ASSIGNMENT: Although pictures appear in the entries below, leave them out and print exactly the lines from the first line through the line containing "position:absolute; right:36px; bottom:36px;".

SUPPLIED INFORMATION:
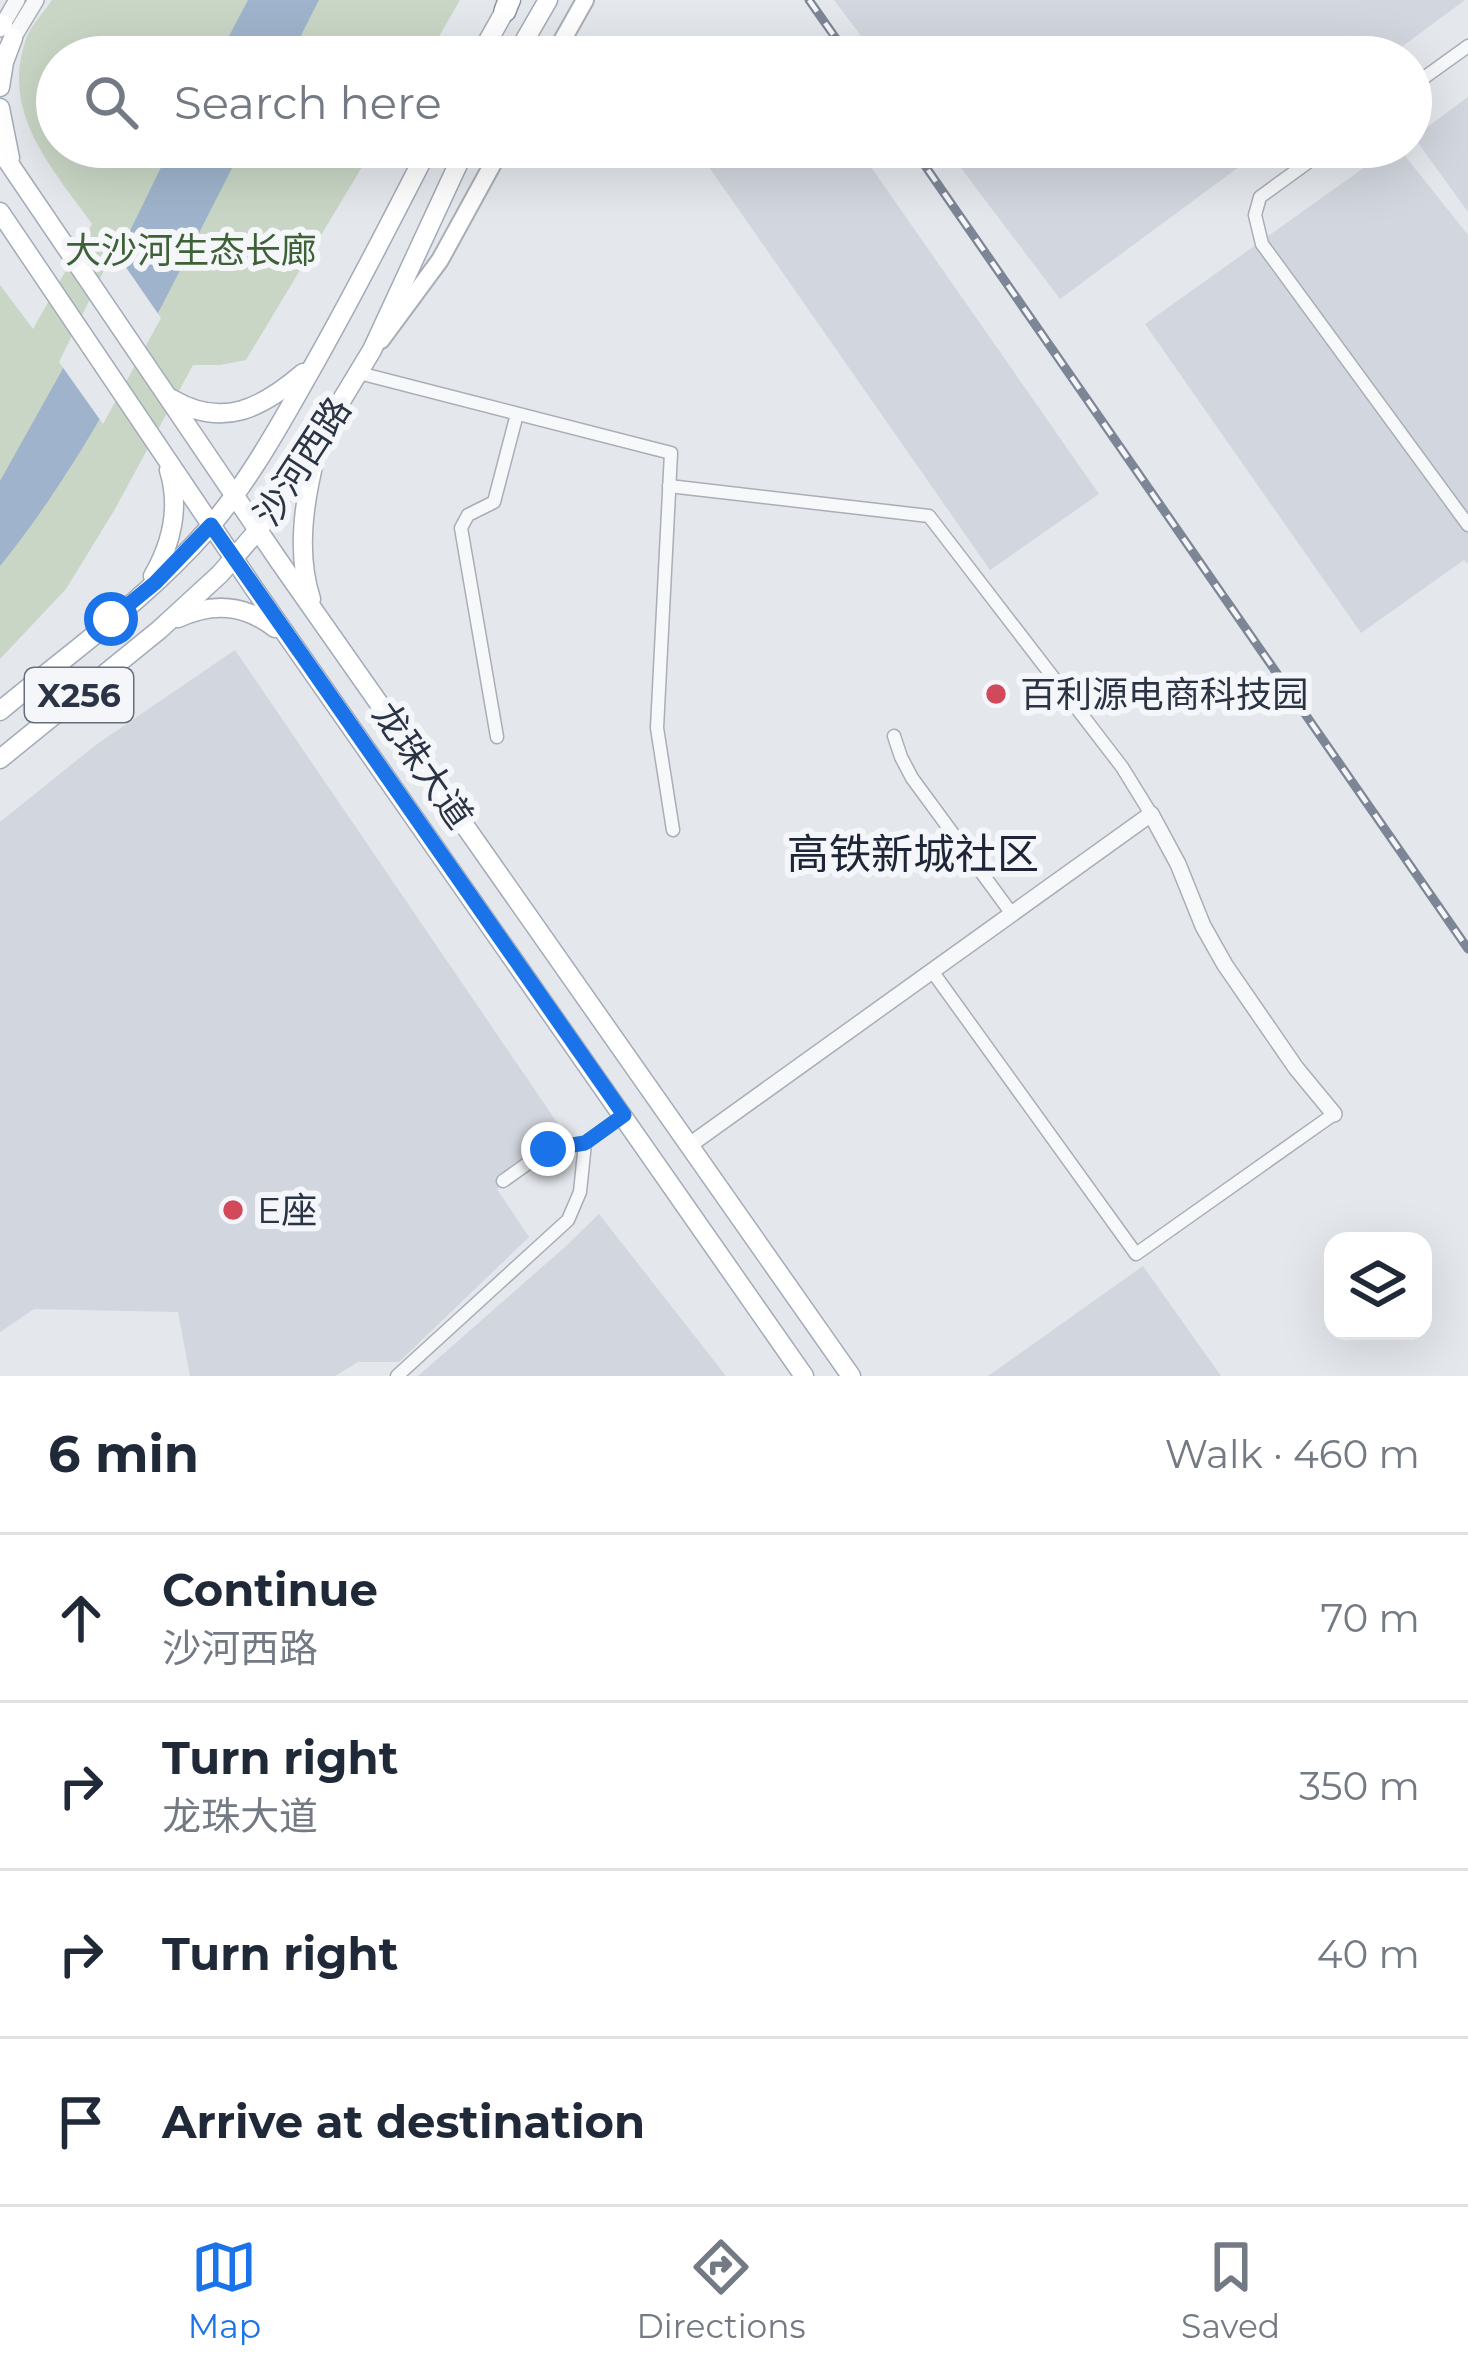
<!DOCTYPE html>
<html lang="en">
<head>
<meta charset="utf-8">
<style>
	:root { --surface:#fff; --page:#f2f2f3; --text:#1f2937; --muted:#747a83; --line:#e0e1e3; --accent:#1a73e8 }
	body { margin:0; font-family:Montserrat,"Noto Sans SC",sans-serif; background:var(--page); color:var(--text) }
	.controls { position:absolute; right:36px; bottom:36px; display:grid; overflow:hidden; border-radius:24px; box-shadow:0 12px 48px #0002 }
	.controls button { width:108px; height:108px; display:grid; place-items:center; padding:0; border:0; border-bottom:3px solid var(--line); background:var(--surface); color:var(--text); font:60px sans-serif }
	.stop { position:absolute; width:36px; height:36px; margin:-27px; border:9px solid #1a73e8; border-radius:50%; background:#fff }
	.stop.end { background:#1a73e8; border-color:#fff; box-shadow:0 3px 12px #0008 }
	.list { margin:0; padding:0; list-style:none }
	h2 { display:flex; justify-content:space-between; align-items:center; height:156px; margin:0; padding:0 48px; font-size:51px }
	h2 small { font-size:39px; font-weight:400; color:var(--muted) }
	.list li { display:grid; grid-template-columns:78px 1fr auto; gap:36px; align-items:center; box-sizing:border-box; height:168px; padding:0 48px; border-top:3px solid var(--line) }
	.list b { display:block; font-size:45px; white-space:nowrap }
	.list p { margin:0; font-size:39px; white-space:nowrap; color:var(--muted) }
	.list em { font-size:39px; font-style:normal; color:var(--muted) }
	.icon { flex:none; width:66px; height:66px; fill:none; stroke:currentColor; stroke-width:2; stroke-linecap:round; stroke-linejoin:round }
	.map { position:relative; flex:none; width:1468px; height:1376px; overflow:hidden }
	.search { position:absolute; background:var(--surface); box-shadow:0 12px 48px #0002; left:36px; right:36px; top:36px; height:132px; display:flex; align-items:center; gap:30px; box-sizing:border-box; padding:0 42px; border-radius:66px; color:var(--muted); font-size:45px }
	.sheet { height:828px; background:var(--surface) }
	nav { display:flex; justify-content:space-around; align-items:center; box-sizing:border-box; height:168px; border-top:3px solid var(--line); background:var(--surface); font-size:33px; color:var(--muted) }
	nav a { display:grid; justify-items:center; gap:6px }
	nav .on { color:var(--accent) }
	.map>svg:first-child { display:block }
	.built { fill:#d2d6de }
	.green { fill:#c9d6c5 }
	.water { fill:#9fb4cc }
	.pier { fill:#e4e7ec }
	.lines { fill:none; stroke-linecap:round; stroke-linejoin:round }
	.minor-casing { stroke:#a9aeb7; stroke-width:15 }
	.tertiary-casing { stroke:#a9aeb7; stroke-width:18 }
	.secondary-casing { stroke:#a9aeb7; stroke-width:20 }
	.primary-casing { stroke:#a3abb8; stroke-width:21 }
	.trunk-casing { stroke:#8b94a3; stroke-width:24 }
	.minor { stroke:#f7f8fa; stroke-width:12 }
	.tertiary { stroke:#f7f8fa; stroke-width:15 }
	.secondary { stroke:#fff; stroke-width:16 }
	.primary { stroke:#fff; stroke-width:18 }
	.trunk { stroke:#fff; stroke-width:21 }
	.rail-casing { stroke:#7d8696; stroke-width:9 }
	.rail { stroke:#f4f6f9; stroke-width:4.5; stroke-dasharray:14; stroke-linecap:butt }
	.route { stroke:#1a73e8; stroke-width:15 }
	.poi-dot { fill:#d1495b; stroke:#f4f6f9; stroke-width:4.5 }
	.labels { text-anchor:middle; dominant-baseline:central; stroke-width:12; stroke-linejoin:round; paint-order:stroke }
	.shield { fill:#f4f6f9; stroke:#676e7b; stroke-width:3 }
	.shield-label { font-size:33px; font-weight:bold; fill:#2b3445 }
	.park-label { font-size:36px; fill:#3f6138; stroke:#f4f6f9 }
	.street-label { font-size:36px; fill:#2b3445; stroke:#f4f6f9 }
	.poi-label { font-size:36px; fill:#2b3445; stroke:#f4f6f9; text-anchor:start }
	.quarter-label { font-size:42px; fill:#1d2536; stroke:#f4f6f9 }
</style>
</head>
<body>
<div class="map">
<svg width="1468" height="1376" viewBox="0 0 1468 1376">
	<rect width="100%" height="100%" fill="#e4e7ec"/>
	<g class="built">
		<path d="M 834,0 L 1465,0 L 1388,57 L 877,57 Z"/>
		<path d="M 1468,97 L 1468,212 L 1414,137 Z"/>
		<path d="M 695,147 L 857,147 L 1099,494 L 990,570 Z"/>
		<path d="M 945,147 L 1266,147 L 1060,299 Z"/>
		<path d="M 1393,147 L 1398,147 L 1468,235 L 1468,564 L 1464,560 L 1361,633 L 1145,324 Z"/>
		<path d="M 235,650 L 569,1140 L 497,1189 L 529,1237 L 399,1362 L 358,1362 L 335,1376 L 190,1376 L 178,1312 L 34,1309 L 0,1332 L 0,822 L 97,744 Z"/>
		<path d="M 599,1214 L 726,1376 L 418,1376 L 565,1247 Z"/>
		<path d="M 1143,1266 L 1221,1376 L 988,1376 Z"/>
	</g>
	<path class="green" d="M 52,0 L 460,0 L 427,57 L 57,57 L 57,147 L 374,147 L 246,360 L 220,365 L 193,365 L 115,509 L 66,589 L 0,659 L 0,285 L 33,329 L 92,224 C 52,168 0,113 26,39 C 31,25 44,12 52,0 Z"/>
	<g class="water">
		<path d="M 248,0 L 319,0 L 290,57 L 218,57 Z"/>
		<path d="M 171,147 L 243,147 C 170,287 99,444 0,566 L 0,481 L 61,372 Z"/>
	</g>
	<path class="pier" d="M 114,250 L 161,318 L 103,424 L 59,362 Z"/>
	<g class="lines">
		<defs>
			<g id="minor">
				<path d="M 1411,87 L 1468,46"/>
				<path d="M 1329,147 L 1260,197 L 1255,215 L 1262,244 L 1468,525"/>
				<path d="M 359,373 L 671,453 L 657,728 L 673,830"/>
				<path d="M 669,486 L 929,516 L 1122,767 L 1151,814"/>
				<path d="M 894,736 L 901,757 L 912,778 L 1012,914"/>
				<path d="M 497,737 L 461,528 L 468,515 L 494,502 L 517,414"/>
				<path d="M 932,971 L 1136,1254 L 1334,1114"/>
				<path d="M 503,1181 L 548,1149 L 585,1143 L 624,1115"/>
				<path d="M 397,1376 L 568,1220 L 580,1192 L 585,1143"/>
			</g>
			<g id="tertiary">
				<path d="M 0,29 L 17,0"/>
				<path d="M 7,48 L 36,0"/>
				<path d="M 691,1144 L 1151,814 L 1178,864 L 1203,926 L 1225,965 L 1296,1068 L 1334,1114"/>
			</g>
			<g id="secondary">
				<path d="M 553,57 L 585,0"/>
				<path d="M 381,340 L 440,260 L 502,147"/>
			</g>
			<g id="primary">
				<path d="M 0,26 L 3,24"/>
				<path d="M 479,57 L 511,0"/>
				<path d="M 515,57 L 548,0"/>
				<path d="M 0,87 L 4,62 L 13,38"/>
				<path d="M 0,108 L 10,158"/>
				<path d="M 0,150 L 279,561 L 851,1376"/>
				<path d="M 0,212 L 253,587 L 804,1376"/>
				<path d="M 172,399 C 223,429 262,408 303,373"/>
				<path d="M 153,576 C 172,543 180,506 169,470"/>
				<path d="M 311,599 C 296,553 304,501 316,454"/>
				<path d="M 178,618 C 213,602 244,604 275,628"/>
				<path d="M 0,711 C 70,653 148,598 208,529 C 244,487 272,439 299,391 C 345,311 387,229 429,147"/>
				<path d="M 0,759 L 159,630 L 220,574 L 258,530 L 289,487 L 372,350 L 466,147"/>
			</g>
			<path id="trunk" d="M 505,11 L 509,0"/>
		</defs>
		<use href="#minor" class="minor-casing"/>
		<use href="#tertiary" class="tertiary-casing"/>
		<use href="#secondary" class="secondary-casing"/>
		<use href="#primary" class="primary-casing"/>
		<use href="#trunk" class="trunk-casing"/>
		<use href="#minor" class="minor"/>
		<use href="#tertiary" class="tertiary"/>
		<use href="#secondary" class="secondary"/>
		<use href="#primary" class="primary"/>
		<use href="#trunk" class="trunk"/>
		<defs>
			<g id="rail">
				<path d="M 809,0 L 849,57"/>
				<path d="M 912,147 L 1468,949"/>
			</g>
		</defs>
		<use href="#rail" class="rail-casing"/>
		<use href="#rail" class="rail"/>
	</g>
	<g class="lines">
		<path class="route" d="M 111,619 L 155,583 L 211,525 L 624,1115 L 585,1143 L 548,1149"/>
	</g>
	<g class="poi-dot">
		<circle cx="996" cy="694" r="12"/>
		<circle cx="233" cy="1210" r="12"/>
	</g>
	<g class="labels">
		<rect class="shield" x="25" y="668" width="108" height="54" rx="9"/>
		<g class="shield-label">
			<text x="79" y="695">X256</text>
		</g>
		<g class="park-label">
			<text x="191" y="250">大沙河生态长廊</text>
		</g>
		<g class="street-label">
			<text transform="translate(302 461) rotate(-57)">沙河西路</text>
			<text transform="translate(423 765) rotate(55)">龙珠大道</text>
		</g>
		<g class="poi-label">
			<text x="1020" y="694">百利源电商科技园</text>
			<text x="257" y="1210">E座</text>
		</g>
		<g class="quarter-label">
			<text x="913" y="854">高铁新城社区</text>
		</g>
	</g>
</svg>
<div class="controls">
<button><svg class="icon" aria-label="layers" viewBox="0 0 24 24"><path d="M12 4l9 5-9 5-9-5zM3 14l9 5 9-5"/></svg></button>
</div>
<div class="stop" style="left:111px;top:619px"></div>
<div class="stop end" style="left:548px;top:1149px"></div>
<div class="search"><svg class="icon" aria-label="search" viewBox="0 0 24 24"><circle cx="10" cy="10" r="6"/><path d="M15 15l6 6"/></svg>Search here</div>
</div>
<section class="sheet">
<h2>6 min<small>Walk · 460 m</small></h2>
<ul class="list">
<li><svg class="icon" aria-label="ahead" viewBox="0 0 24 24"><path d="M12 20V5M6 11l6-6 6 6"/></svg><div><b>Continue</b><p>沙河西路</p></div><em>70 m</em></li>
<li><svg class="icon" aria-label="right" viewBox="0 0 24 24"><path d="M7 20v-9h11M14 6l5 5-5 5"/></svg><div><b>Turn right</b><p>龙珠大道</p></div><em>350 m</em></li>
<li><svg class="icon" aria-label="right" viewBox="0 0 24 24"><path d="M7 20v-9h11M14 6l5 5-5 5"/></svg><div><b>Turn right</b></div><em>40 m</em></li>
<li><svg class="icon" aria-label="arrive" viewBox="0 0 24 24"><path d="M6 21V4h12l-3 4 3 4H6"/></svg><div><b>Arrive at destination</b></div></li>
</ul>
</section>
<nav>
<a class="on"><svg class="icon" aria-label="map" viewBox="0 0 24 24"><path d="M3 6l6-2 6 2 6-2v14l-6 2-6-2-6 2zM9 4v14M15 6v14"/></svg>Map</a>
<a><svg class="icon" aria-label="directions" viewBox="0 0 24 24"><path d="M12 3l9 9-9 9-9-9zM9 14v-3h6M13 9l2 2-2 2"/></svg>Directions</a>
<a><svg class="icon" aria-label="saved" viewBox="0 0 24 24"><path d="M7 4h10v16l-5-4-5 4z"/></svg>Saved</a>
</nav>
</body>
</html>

EXERCISE OUTPUT:
<!DOCTYPE html>
<html lang="en">
<head>
<meta charset="utf-8">
<style>
	:root { --surface:#fff; --page:#f2f2f3; --text:#1f2937; --muted:#747a83; --line:#e0e1e3; --accent:#1a73e8 }
	body { margin:0; font-family:Montserrat,"Noto Sans SC",sans-serif; background:var(--page); color:var(--text) }
	.controls { position:absolute; right:36px; bottom:36px; display:grid; overflow:hidden; border-radius:24px; box-shadow:0 12px 48px #0002 }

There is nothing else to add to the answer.